* [WHAT TO WORK ON]
Where pictures appear, omit them, and copy exactly only the lines from the start of the listing through the line containing "function write(font, color, halo, rows, align", both included.

--- START ---

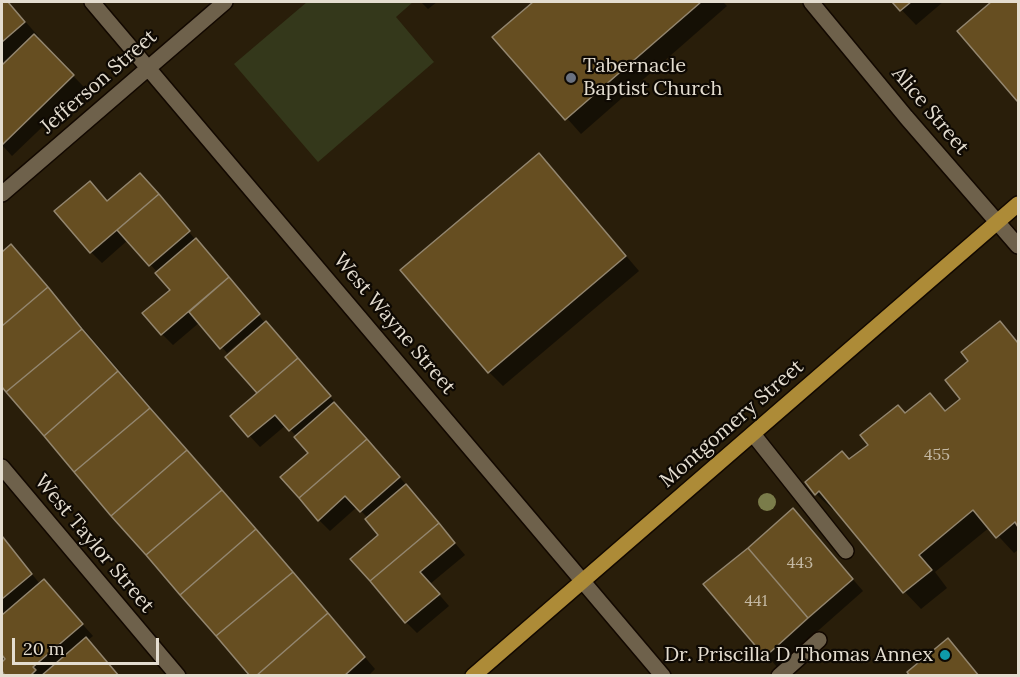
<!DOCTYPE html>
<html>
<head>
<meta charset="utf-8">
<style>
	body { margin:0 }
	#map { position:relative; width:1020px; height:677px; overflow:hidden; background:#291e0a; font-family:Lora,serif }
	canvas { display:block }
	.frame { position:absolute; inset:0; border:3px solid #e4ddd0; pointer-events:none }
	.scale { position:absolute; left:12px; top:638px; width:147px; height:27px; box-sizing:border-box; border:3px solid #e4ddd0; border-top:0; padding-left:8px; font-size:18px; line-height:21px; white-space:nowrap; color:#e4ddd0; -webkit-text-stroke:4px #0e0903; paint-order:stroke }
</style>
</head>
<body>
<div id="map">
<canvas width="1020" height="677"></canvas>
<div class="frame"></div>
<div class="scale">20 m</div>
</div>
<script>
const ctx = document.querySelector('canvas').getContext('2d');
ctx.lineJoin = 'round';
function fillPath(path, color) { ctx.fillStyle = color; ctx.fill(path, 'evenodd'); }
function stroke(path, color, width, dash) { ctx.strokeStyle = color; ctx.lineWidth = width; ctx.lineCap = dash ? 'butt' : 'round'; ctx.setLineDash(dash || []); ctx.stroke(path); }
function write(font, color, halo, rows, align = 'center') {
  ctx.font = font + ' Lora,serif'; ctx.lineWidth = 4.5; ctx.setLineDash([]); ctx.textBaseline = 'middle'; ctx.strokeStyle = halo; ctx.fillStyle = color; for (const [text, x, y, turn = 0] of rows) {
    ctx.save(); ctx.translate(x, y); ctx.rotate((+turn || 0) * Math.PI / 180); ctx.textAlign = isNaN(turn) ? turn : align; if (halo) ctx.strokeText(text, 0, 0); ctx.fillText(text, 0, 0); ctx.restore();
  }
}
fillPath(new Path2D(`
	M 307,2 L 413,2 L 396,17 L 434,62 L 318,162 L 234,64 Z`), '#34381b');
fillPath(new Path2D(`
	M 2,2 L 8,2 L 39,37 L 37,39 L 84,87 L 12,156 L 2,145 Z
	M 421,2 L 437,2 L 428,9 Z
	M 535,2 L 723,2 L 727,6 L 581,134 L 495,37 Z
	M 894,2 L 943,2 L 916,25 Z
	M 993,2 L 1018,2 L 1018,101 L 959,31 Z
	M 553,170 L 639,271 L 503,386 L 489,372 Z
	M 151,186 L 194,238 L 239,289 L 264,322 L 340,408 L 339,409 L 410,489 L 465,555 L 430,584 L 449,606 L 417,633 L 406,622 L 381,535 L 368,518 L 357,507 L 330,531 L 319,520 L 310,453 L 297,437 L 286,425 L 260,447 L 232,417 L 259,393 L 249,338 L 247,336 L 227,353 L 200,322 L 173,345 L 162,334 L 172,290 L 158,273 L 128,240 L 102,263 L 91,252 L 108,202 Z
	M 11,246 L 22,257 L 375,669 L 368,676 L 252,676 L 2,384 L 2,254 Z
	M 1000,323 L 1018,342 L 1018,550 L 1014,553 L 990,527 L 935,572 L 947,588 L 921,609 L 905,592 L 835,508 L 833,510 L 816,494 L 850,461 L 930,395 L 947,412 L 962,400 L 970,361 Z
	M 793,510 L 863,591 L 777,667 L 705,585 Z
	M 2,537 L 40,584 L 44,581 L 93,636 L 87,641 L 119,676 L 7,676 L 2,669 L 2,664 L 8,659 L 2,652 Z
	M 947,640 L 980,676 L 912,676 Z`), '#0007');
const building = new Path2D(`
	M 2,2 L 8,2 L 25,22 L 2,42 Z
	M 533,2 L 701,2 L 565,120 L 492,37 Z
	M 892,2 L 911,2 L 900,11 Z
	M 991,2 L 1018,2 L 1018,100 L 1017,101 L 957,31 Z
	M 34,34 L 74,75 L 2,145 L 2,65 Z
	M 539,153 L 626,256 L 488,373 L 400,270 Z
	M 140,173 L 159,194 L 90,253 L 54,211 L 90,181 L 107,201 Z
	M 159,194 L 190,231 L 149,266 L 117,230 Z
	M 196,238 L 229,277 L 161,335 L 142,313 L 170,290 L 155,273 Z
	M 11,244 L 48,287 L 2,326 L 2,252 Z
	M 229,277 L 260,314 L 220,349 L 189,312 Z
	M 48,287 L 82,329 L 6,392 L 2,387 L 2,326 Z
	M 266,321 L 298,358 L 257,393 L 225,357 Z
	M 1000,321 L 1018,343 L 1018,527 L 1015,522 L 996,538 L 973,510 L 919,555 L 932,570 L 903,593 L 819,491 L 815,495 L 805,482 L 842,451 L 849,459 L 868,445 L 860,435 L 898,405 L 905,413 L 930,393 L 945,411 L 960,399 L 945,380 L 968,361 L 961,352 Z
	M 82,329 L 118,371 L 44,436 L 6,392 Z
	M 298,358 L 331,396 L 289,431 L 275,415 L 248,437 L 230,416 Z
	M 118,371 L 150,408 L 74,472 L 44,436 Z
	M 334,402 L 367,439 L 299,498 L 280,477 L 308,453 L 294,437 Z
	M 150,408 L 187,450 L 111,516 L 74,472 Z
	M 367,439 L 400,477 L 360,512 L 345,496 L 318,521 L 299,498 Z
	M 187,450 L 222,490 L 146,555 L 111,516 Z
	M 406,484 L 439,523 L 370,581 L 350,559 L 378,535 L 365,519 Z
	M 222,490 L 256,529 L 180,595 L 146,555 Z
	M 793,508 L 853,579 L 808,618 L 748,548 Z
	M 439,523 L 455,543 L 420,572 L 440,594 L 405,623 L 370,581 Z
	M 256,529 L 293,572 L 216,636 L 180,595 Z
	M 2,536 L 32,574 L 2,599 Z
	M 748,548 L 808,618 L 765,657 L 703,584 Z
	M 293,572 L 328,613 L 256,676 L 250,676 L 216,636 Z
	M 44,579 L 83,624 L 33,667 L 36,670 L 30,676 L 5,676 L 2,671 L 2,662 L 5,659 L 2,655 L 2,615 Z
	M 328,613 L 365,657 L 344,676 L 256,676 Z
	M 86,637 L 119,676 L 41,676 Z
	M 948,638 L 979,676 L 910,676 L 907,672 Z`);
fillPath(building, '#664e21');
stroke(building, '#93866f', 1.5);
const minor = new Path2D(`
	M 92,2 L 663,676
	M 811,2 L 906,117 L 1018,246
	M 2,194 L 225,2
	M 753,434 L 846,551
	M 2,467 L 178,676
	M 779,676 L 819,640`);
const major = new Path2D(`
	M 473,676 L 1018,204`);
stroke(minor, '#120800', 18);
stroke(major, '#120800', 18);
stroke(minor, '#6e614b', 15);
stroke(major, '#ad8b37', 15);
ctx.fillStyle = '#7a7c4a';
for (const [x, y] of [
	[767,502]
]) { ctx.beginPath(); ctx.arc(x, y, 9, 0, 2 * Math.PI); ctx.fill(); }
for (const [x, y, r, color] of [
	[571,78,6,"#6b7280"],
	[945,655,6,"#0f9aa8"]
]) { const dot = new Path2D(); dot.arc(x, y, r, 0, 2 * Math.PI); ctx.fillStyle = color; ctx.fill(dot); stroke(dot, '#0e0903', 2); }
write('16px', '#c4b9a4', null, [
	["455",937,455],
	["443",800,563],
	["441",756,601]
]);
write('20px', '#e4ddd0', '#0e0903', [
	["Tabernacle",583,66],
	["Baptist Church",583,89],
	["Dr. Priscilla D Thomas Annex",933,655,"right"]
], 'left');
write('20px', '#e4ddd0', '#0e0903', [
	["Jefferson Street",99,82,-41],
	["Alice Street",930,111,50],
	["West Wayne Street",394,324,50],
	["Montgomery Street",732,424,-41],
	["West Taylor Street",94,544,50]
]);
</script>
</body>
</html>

--- END ---

* [RESULT FOR THIS EXERCISE]
<!DOCTYPE html>
<html>
<head>
<meta charset="utf-8">
<style>
	body { margin:0 }
	#map { position:relative; width:1020px; height:677px; overflow:hidden; background:#291e0a; font-family:Lora,serif }
	canvas { display:block }
	.frame { position:absolute; inset:0; border:3px solid #e4ddd0; pointer-events:none }
	.scale { position:absolute; left:12px; top:638px; width:147px; height:27px; box-sizing:border-box; border:3px solid #e4ddd0; border-top:0; padding-left:8px; font-size:18px; line-height:21px; white-space:nowrap; color:#e4ddd0; -webkit-text-stroke:4px #0e0903; paint-order:stroke }
</style>
</head>
<body>
<div id="map">
<canvas width="1020" height="677"></canvas>
<div class="frame"></div>
<div class="scale">20 m</div>
</div>
<script>
const ctx = document.querySelector('canvas').getContext('2d');
ctx.lineJoin = 'round';
function fillPath(path, color) { ctx.fillStyle = color; ctx.fill(path, 'evenodd'); }
function stroke(path, color, width, dash) { ctx.strokeStyle = color; ctx.lineWidth = width; ctx.lineCap = dash ? 'butt' : 'round'; ctx.setLineDash(dash || []); ctx.stroke(path); }
function write(font, color, halo, rows, align = 'center') {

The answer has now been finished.